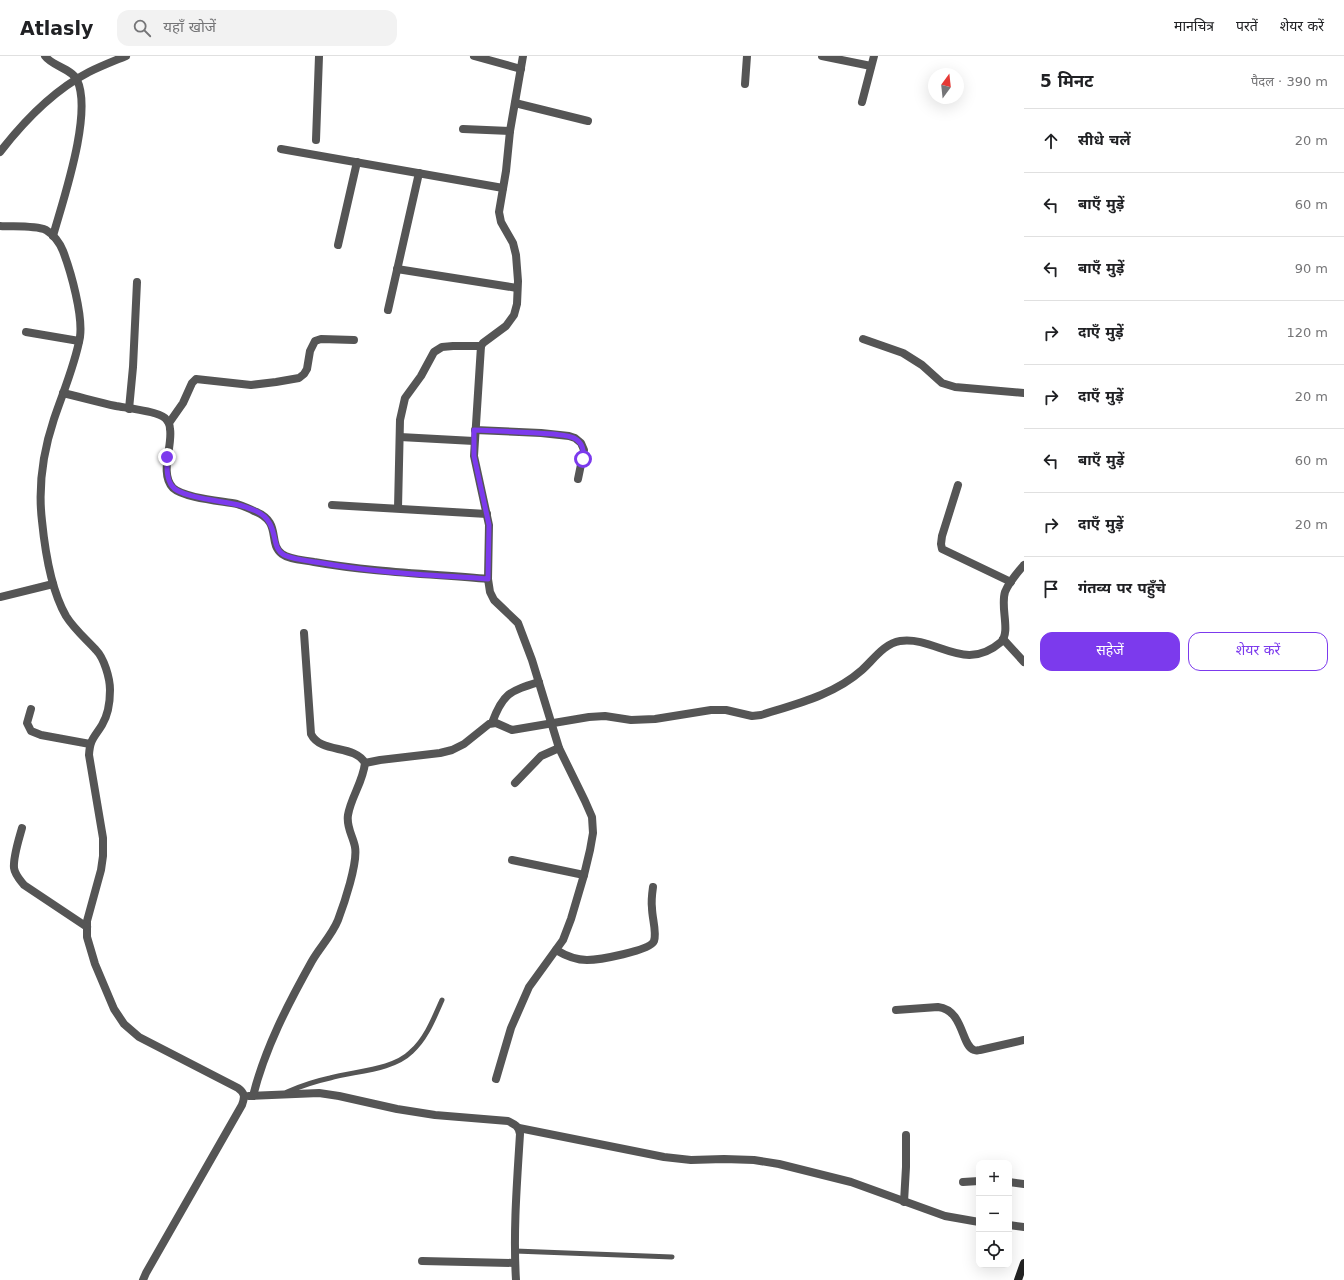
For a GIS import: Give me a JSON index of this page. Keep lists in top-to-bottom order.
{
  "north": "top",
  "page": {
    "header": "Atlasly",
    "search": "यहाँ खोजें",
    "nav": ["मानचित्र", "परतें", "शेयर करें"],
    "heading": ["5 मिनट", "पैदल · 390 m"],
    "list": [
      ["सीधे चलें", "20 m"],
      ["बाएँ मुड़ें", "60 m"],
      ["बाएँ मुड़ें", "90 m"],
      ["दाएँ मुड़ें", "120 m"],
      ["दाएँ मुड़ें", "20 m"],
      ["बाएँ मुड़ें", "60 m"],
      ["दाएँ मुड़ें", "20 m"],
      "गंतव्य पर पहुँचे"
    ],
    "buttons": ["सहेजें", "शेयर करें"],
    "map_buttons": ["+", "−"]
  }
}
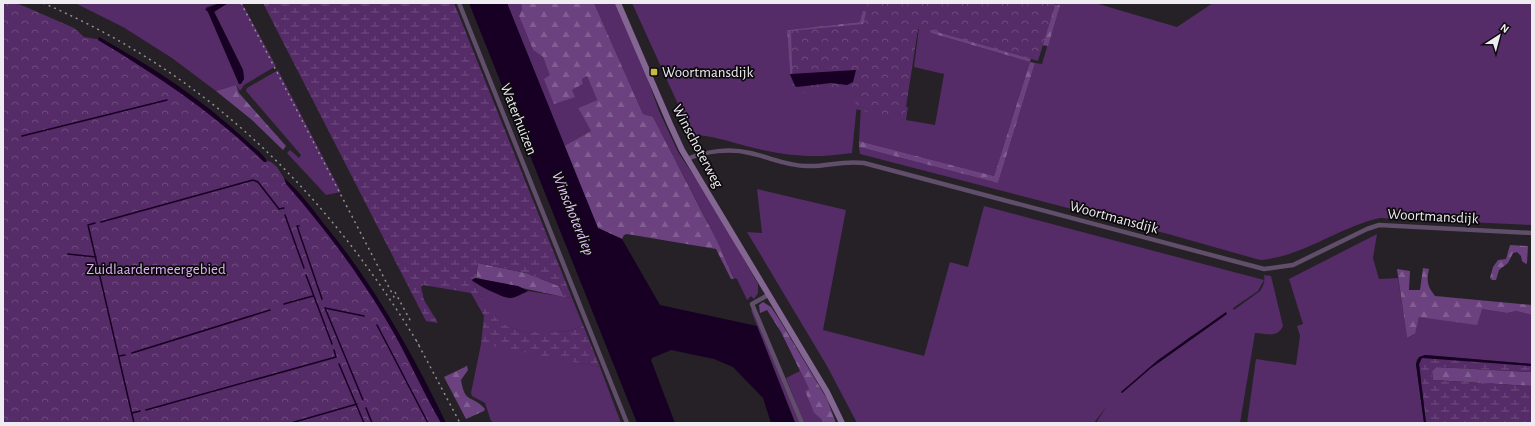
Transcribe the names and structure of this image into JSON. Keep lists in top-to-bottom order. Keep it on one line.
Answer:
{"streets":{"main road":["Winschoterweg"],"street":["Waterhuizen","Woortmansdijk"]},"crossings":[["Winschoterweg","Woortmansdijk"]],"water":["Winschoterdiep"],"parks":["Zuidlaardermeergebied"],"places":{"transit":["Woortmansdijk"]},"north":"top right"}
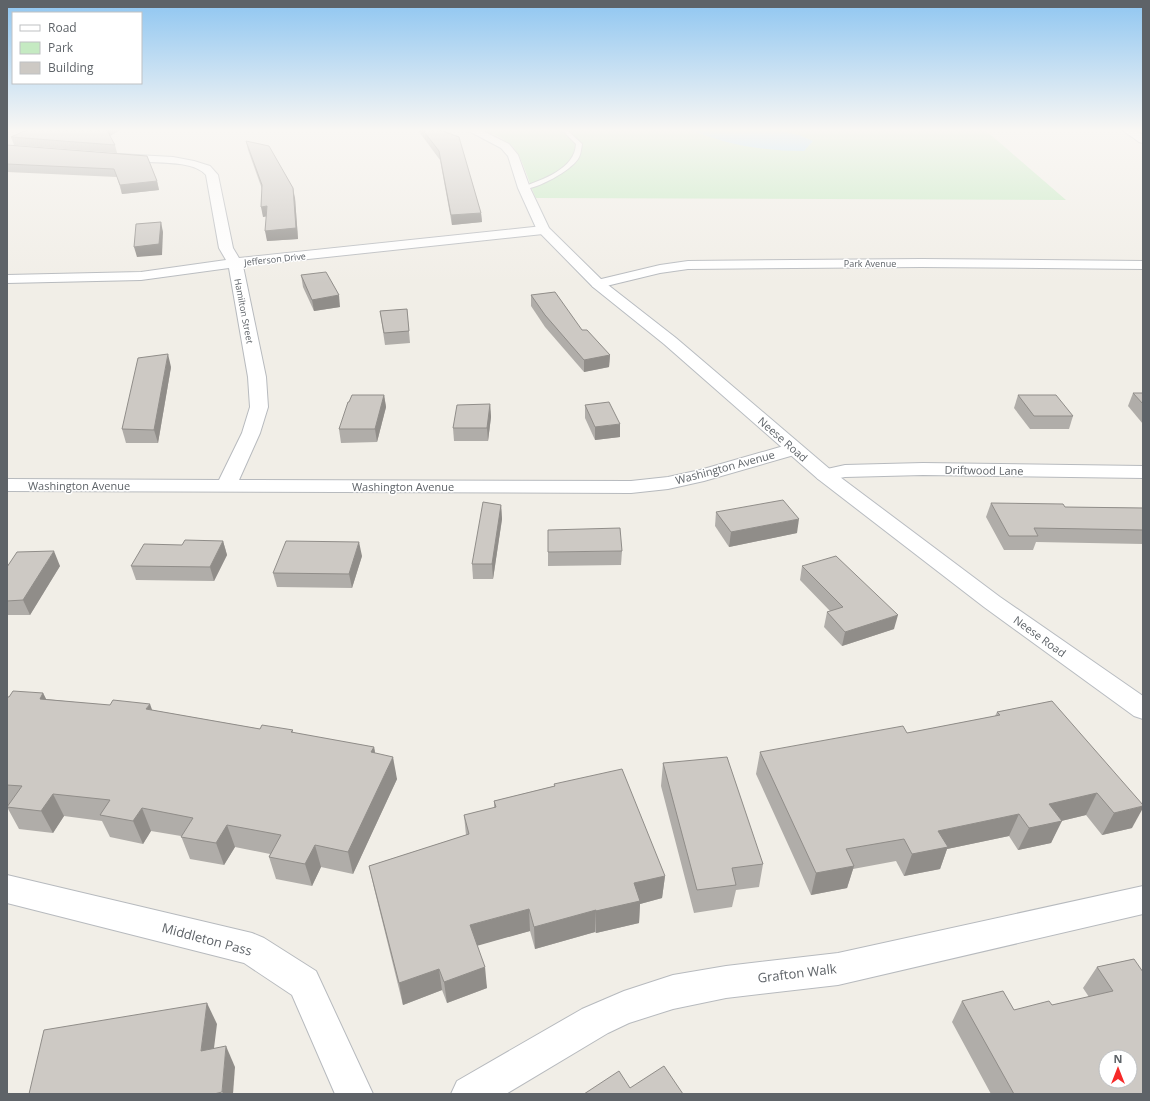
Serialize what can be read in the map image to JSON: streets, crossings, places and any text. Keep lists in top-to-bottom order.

- - -

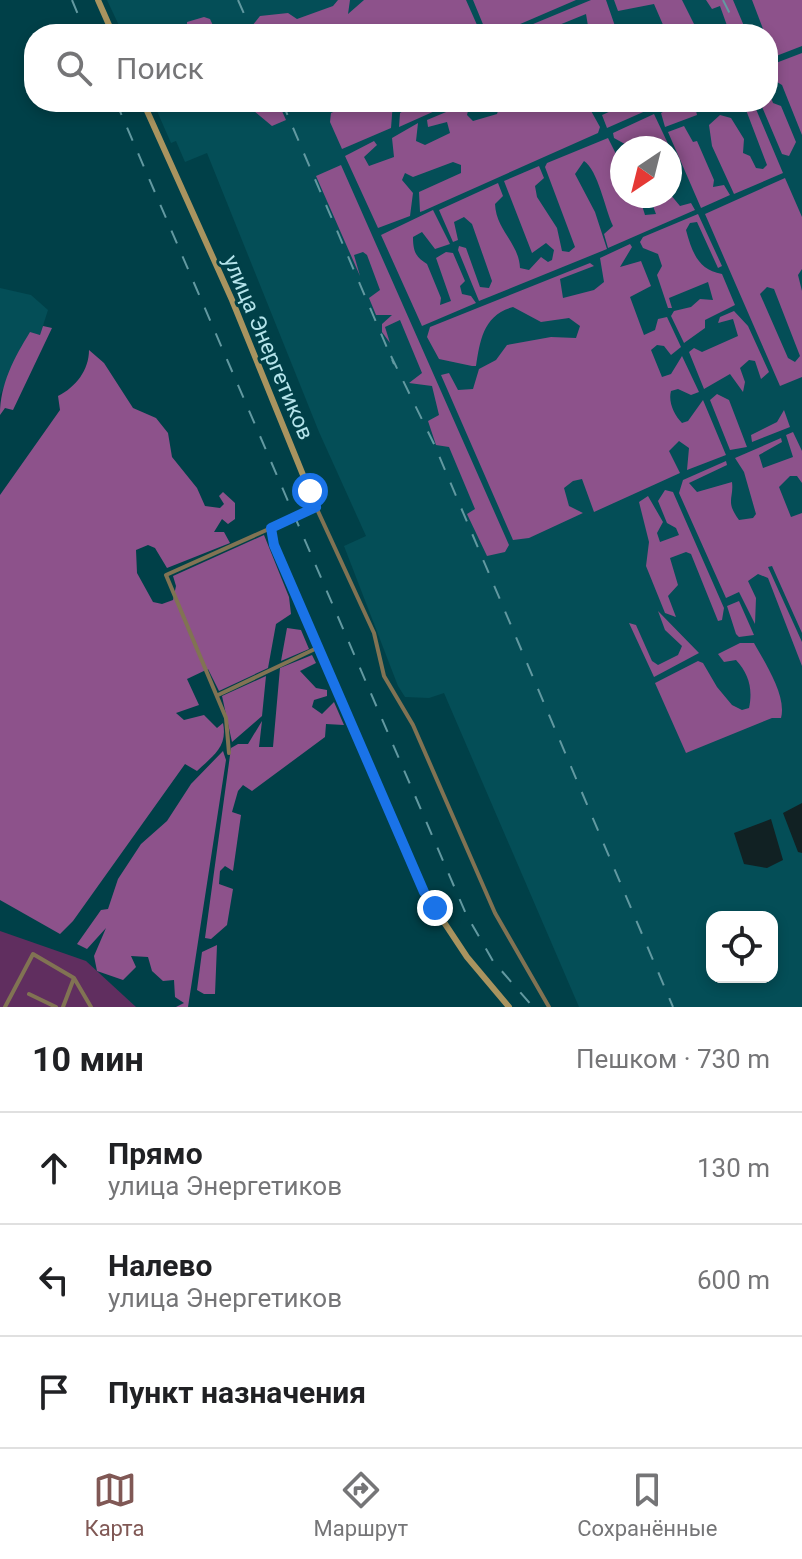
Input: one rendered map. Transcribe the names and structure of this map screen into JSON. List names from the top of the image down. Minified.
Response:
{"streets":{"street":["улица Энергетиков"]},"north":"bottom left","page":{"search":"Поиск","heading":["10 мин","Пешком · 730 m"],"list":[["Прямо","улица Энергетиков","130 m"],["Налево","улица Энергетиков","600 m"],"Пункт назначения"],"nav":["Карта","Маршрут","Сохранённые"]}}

- - -

> Exercise aim:
Every line above that includes "into" counts toward one total; give that total by itself.

> Response to this task:
2